Return the records below exactly as they are written.

====== Extracted records

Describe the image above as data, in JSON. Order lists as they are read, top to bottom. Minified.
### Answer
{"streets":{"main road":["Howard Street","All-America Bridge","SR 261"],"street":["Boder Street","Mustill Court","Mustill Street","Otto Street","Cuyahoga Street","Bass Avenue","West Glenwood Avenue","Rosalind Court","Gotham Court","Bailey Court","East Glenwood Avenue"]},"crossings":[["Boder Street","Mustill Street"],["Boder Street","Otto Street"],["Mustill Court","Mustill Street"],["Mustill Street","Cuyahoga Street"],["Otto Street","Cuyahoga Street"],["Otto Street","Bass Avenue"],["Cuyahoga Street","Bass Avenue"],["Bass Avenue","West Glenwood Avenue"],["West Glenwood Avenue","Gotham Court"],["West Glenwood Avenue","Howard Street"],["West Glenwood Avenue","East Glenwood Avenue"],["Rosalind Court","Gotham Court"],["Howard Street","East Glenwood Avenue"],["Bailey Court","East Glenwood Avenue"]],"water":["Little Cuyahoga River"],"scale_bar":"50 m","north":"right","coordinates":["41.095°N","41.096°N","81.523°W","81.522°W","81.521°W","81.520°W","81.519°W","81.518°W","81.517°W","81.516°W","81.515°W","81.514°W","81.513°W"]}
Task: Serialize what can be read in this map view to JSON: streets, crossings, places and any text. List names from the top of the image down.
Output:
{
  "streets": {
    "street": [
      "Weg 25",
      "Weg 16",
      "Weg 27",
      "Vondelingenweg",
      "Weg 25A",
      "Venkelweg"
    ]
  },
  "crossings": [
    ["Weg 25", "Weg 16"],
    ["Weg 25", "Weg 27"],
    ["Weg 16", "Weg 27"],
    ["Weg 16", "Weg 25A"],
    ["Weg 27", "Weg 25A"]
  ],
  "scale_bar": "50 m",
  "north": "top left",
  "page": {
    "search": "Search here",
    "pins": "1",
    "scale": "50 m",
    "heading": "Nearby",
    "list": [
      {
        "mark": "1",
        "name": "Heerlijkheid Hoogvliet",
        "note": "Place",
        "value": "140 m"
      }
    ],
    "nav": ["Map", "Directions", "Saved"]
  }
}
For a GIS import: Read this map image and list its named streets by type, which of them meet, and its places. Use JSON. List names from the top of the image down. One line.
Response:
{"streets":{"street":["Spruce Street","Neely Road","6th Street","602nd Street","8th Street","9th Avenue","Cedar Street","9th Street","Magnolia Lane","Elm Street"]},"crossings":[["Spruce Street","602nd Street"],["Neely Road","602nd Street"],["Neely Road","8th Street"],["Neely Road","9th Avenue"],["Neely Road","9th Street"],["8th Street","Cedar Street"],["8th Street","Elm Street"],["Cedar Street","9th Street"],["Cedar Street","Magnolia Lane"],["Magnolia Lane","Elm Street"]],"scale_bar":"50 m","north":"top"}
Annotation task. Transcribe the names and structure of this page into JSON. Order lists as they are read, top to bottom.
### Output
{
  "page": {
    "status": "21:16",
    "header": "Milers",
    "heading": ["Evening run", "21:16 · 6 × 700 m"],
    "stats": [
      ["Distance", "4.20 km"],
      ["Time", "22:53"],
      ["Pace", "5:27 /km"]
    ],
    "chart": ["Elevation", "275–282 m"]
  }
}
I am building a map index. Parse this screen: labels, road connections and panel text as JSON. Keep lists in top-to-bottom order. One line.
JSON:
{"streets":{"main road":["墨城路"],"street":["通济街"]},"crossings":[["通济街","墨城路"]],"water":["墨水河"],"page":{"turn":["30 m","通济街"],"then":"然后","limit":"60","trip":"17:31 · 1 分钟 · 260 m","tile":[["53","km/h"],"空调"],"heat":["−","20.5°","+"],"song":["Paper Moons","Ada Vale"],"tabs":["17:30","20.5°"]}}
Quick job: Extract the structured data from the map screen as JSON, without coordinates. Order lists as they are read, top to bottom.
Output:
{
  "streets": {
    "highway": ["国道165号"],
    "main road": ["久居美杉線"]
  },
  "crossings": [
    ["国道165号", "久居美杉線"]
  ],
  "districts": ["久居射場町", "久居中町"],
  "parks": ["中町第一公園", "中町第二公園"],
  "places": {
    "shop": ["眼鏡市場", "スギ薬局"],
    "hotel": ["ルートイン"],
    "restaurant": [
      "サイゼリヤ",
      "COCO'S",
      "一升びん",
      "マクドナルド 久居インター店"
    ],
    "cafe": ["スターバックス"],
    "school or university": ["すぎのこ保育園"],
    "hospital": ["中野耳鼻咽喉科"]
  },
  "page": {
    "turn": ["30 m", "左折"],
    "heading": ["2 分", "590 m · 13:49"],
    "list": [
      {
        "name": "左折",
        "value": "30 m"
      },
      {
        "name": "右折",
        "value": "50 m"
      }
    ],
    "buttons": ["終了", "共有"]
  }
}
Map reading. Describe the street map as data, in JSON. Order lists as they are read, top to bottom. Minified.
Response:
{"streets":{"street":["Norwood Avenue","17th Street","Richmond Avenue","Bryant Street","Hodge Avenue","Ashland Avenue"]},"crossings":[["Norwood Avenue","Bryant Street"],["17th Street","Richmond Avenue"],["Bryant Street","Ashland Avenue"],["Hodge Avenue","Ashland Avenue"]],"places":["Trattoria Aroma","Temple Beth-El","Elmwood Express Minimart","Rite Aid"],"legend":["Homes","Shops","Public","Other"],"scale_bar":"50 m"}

============

Output for this exercise:
Describe the image above as data, in JSON. Order lists as they are read, top to bottom. Minified.
### Answer
{"streets":{"main road":["Howard Street","All-America Bridge","SR 261"],"street":["Boder Street","Mustill Court","Mustill Street","Otto Street","Cuyahoga Street","Bass Avenue","West Glenwood Avenue","Rosalind Court","Gotham Court","Bailey Court","East Glenwood Avenue"]},"crossings":[["Boder Street","Mustill Street"],["Boder Street","Otto Street"],["Mustill Court","Mustill Street"],["Mustill Street","Cuyahoga Street"],["Otto Street","Cuyahoga Street"],["Otto Street","Bass Avenue"],["Cuyahoga Street","Bass Avenue"],["Bass Avenue","West Glenwood Avenue"],["West Glenwood Avenue","Gotham Court"],["West Glenwood Avenue","Howard Street"],["West Glenwood Avenue","East Glenwood Avenue"],["Rosalind Court","Gotham Court"],["Howard Street","East Glenwood Avenue"],["Bailey Court","East Glenwood Avenue"]],"water":["Little Cuyahoga River"],"scale_bar":"50 m","north":"right","coordinates":["41.095°N","41.096°N","81.523°W","81.522°W","81.521°W","81.520°W","81.519°W","81.518°W","81.517°W","81.516°W","81.515°W","81.514°W","81.513°W"]}
Task: Serialize what can be read in this map view to JSON: streets, crossings, places and any text. List names from the top of the image down.
Output:
{
  "streets": {
    "street": [
      "Weg 25",
      "Weg 16",
      "Weg 27",
      "Vondelingenweg",
      "Weg 25A",
      "Venkelweg"
    ]
  },
  "crossings": [
    ["Weg 25", "Weg 16"],
    ["Weg 25", "Weg 27"],
    ["Weg 16", "Weg 27"],
    ["Weg 16", "Weg 25A"],
    ["Weg 27", "Weg 25A"]
  ],
  "scale_bar": "50 m",
  "north": "top left",
  "page": {
    "search": "Search here",
    "pins": "1",
    "scale": "50 m",
    "heading": "Nearby",
    "list": [
      {
        "mark": "1",
        "name": "Heerlijkheid Hoogvliet",
        "note": "Place",
        "value": "140 m"
      }
    ],
    "nav": ["Map", "Directions", "Saved"]
  }
}
For a GIS import: Read this map image and list its named streets by type, which of them meet, and its places. Use JSON. List names from the top of the image down. One line.
Response:
{"streets":{"street":["Spruce Street","Neely Road","6th Street","602nd Street","8th Street","9th Avenue","Cedar Street","9th Street","Magnolia Lane","Elm Street"]},"crossings":[["Spruce Street","602nd Street"],["Neely Road","602nd Street"],["Neely Road","8th Street"],["Neely Road","9th Avenue"],["Neely Road","9th Street"],["8th Street","Cedar Street"],["8th Street","Elm Street"],["Cedar Street","9th Street"],["Cedar Street","Magnolia Lane"],["Magnolia Lane","Elm Street"]],"scale_bar":"50 m","north":"top"}
Annotation task. Transcribe the names and structure of this page into JSON. Order lists as they are read, top to bottom.
### Output
{
  "page": {
    "status": "21:16",
    "header": "Milers",
    "heading": ["Evening run", "21:16 · 6 × 700 m"],
    "stats": [
      ["Distance", "4.20 km"],
      ["Time", "22:53"],
      ["Pace", "5:27 /km"]
    ],
    "chart": ["Elevation", "275–282 m"]
  }
}
I am building a map index. Parse this screen: labels, road connections and panel text as JSON. Keep lists in top-to-bottom order. One line.
JSON:
{"streets":{"main road":["墨城路"],"street":["通济街"]},"crossings":[["通济街","墨城路"]],"water":["墨水河"],"page":{"turn":["30 m","通济街"],"then":"然后","limit":"60","trip":"17:31 · 1 分钟 · 260 m","tile":[["53","km/h"],"空调"],"heat":["−","20.5°","+"],"song":["Paper Moons","Ada Vale"],"tabs":["17:30","20.5°"]}}
Quick job: Extract the structured data from the map screen as JSON, without coordinates. Order lists as they are read, top to bottom.
Output:
{
  "streets": {
    "highway": ["国道165号"],
    "main road": ["久居美杉線"]
  },
  "crossings": [
    ["国道165号", "久居美杉線"]
  ],
  "districts": ["久居射場町", "久居中町"],
  "parks": ["中町第一公園", "中町第二公園"],
  "places": {
    "shop": ["眼鏡市場", "スギ薬局"],
    "hotel": ["ルートイン"],
    "restaurant": [
      "サイゼリヤ",
      "COCO'S",
      "一升びん",
      "マクドナルド 久居インター店"
    ],
    "cafe": ["スターバックス"],
    "school or university": ["すぎのこ保育園"],
    "hospital": ["中野耳鼻咽喉科"]
  },
  "page": {
    "turn": ["30 m", "左折"],
    "heading": ["2 分", "590 m · 13:49"],
    "list": [
      {
        "name": "左折",
        "value": "30 m"
      },
      {
        "name": "右折",
        "value": "50 m"
      }
    ],
    "buttons": ["終了", "共有"]
  }
}
Map reading. Describe the street map as data, in JSON. Order lists as they are read, top to bottom. Minified.
Response:
{"streets":{"street":["Norwood Avenue","17th Street","Richmond Avenue","Bryant Street","Hodge Avenue","Ashland Avenue"]},"crossings":[["Norwood Avenue","Bryant Street"],["17th Street","Richmond Avenue"],["Bryant Street","Ashland Avenue"],["Hodge Avenue","Ashland Avenue"]],"places":["Trattoria Aroma","Temple Beth-El","Elmwood Express Minimart","Rite Aid"],"legend":["Homes","Shops","Public","Other"],"scale_bar":"50 m"}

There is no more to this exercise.